I've attached a patch that simply removes durable_rename_excl() and
replaces existing calls with durable_rename().  I noticed that Andres
expressed similar misgivings about durable_rename_excl() last year [0] [1].
I can create a stat-then-durable-rename version of this for back-patching
if that is still the route we want to go.

[0] https://postgr.es/me/20210318014812.ds2iz4jz5h7la6un%40alap3.anarazel.de
[1] https://postgr.es/m/20210318023004.gz2aejhze2kkkqr2%40alap3.anarazel.de

-- 
Nathan Bossart
Amazon Web Services: https://aws.amazon.com
>From d3c633e19555dc0cf98207ad5e7c08ab9ce85dc0 Mon Sep 17 00:00:00 2001
From: Nathan Bossart <nathandboss...@gmail.com>
Date: Fri, 8 Apr 2022 11:48:17 -0700
Subject: [PATCH v2 1/1] Remove durable_rename_excl().
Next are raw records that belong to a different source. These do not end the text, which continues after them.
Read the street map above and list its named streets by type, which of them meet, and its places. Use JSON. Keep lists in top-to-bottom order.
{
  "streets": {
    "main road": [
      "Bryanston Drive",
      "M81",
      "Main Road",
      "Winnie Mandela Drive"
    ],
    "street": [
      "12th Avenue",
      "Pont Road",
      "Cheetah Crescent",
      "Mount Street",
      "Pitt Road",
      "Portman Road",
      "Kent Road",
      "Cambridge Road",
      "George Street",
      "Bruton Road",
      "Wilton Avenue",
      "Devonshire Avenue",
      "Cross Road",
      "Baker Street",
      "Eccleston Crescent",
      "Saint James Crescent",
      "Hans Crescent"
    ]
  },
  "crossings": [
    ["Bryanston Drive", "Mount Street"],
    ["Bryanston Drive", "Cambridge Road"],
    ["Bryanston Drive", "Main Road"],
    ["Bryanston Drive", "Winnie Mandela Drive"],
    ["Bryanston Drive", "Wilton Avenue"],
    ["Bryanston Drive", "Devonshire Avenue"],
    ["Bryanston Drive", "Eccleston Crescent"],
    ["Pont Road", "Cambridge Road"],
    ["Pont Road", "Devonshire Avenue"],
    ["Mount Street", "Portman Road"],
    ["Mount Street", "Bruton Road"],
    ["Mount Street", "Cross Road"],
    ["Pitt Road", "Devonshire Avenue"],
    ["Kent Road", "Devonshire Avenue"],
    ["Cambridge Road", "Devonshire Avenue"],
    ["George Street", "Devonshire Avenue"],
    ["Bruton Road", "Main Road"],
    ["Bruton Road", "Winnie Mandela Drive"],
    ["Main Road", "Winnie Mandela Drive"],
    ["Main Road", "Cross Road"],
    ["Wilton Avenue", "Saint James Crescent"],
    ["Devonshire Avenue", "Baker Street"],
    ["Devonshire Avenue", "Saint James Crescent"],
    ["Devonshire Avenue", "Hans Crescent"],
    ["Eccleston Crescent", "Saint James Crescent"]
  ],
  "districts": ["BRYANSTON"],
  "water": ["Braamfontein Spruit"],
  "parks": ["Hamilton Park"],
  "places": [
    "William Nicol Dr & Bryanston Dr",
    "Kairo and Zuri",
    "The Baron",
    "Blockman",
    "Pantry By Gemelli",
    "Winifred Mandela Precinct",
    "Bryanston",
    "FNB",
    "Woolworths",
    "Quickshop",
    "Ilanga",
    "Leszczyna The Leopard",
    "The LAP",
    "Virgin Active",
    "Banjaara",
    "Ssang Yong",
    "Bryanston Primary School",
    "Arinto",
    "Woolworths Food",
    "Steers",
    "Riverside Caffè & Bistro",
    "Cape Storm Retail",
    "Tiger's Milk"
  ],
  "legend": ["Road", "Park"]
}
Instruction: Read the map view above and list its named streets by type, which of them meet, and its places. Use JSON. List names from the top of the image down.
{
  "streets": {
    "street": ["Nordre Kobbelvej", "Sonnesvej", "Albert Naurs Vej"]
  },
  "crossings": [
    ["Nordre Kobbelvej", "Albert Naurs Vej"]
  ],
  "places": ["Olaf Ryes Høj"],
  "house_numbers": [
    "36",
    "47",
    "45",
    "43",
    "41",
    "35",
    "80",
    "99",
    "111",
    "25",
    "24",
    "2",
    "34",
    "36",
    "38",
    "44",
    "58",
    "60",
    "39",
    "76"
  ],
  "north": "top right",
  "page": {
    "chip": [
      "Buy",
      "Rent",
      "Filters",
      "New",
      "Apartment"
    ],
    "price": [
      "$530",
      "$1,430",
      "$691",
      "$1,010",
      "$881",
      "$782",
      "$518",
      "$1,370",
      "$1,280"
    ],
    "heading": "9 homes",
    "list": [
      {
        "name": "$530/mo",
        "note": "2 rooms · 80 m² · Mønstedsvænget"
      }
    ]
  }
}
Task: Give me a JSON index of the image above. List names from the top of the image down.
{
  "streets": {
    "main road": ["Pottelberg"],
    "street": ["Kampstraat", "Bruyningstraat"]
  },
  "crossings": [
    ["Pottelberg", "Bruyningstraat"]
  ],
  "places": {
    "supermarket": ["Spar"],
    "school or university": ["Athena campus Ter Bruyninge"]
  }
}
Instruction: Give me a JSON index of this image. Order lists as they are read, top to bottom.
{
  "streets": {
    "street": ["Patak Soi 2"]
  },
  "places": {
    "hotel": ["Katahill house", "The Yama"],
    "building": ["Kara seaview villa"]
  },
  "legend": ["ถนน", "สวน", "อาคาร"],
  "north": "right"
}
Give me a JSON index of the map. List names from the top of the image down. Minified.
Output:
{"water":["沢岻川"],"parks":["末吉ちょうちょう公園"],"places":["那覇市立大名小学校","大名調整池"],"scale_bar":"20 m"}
durable_rename_excl() attempts to avoid overwriting any existing
files by using link() and unlink(), but it falls back to rename()
on some platforms (e.g., Windows), which offers no such ovewrite
protection.  Most callers use durable_rename_excl() just in case
there is an existing file, but in practice there shouldn't be one.
basic_archive uses it to avoid overwriting an archive concurrently
created by another server, but as mentioned above, it will still
overwrite files on some platforms.

Furthermore, failures during durable_rename_excl() can result in
multiple hard links to the same file.  My testing demonstrated that
it was possible to end up with two links to the same file in pg_wal
after a crash just before unlink() during WAL recycling.
Specifically, the test produced links to the same file for the
current WAL file and the next one because the half-recycled WAL
file was re-recycled upon restarting.  This seems likely to lead to
WAL corruption.

This change removes durable_rename_excl() and replaces all existing
calls with durable_rename().  This removes the protection against
accidentally overwriting an existing file, but some platforms are
already living without it, and ordinarily there shouldn't be one.

Author: Nathan Bossart
Reviewed-by: Robert Haas
Discussion: https://postgr.es/m/20220407182954.GA1231544%40nathanxps13
---
 contrib/basic_archive/basic_archive.c |  5 ++-
 src/backend/access/transam/timeline.c | 14 +-----
 src/backend/access/transam/xlog.c     |  8 +---
 src/backend/storage/file/fd.c         | 63 ---------------------------
 src/include/pg_config_manual.h        |  7 ---
 src/include/storage/fd.h              |  1 -
 6 files changed, 7 insertions(+), 91 deletions(-)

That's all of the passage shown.